There is intriguing overlap with religious dates. Besides the date of his death, the term “Beatlemania” was first pegged on October 13, 1963 (that being a major Fatima anniversary) after an appearance in London. One writer refers to it as “bewitchery of the masses.” “It would come to define the mystical response the band had the world-over: the excessive emotion and enthusiasm; the chaotic crowds screaming hysterically; the frenetic behavior, uncontrollable crying, fainting, and delirium.”
Noted another observer, Mark Lewisohn, “[The Beatles] were an absolute powerhouse, creating inexplicable and unprecedented frenzy among the spellbound teenagers.” Such facts are spelled out in a book called The Lennon Prophecy by Joseph Niezgoda.
And indeed cults spring around people in the limelight, and especially around entertainers, who exude a strong ethereal force. John recognized the parallels to Hitler rallies and during an appearance in Australia even gave a mocking Nazi salute.

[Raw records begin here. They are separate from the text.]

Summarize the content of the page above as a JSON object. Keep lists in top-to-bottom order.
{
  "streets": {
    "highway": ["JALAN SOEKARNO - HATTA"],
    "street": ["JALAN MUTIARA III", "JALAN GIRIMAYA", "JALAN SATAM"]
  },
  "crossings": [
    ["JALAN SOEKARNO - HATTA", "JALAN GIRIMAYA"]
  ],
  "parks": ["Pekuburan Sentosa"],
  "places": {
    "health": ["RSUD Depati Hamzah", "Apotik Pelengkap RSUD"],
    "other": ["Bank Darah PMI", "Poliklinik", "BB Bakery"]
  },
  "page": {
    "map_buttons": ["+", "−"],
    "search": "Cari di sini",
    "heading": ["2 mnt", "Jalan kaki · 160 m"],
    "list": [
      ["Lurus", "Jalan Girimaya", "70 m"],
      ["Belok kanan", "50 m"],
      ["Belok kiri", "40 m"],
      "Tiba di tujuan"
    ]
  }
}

There is good charisma and bad charisma. Which was it? As for dates, they began their first album, “Please Please Me,” on February 11, 1963 — a feast day of Lourdes. Later McCartney would pen “Let It Be” with the lyrics, “Mother Mary comes to me” (though he says he was referring to his deceased mother, whose name was Mary). They were “anointed” from somewhere.

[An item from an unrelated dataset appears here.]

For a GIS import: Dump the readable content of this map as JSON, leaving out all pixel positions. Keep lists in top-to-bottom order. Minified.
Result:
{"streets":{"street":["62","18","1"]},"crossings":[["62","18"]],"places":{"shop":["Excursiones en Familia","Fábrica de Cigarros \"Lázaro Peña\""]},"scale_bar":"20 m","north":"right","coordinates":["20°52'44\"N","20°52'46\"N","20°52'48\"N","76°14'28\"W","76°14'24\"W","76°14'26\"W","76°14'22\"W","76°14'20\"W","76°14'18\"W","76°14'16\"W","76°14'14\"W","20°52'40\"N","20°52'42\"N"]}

“Things used to fall right for us as a band,” drummer Ringo Starr later noted. “We couldn’t stop it. The gods were on our side.” Guitarist George Harrison made similar remarks. They knew the asomatous was at work.
“It was just so out of the dark,” Lennon later said of their sudden success, ironically. “That’s the truth: it was so out of the dark, we were knocked out.”
It is impossible to delineate their success. No other groups were their equal. As many as 200,000 fans showed up for concerts (in Australia). They were an unparalleled cultural phenomenon.
One child guidance expert, Dr. Bernard Seibel, told the Seattle Times, “The hysteria and loss of control go far beyond the impact of the music. Many of those present became frantic, hostile, uncontrolled, screaming, unrecognizable beings. The externals were terrifying. Normally recognizable girls behaved as if possessed by some demonic urge. It had the impact of an unholy bedlam.”
Point made. Enough said. There was also good — singing about peace and love. A lot better than the heavy-metallers of our current day! But on the cover of “Sergeant Pepper,” among many others, is the occultist Aleister Crowley — the darkest magician of that century. The album “Magical Mystery Tour” depicts the group as magicians.
Did his own lyrics foreshadow his death?
In one, Lennon wrote the words “stupid bloody Tuesday.” He would die in 1980 on a Tuesday night. It was also at the Dakota that a horrible, demonic movie, “Rosemary’s Baby,” was filmed. The Lennon song “Come Together” begins with the refrain, “shoot me” several times. That song also mentions “juju,” an object or charm thought to have magical power. Both the man who killed Lennon and another who later stabbed George Harrison heard “voices” telling them to do it. We have to be careful what we rub up against. “Fools die for lack of knowledge,” says Proverbs. There is the Beatles song, “Fool Upon the Hill.”
Good stuff. Bad stuff. Great stuff. Sad stuff.
It was sad, that day at Central Park forty years ago. Through the Mercy of God — despite how much, in his early life, he had defamed Him — did God allow the great musician to send a sign to all the mourners with those flakes of snow? I’ve always wondered and probably always will.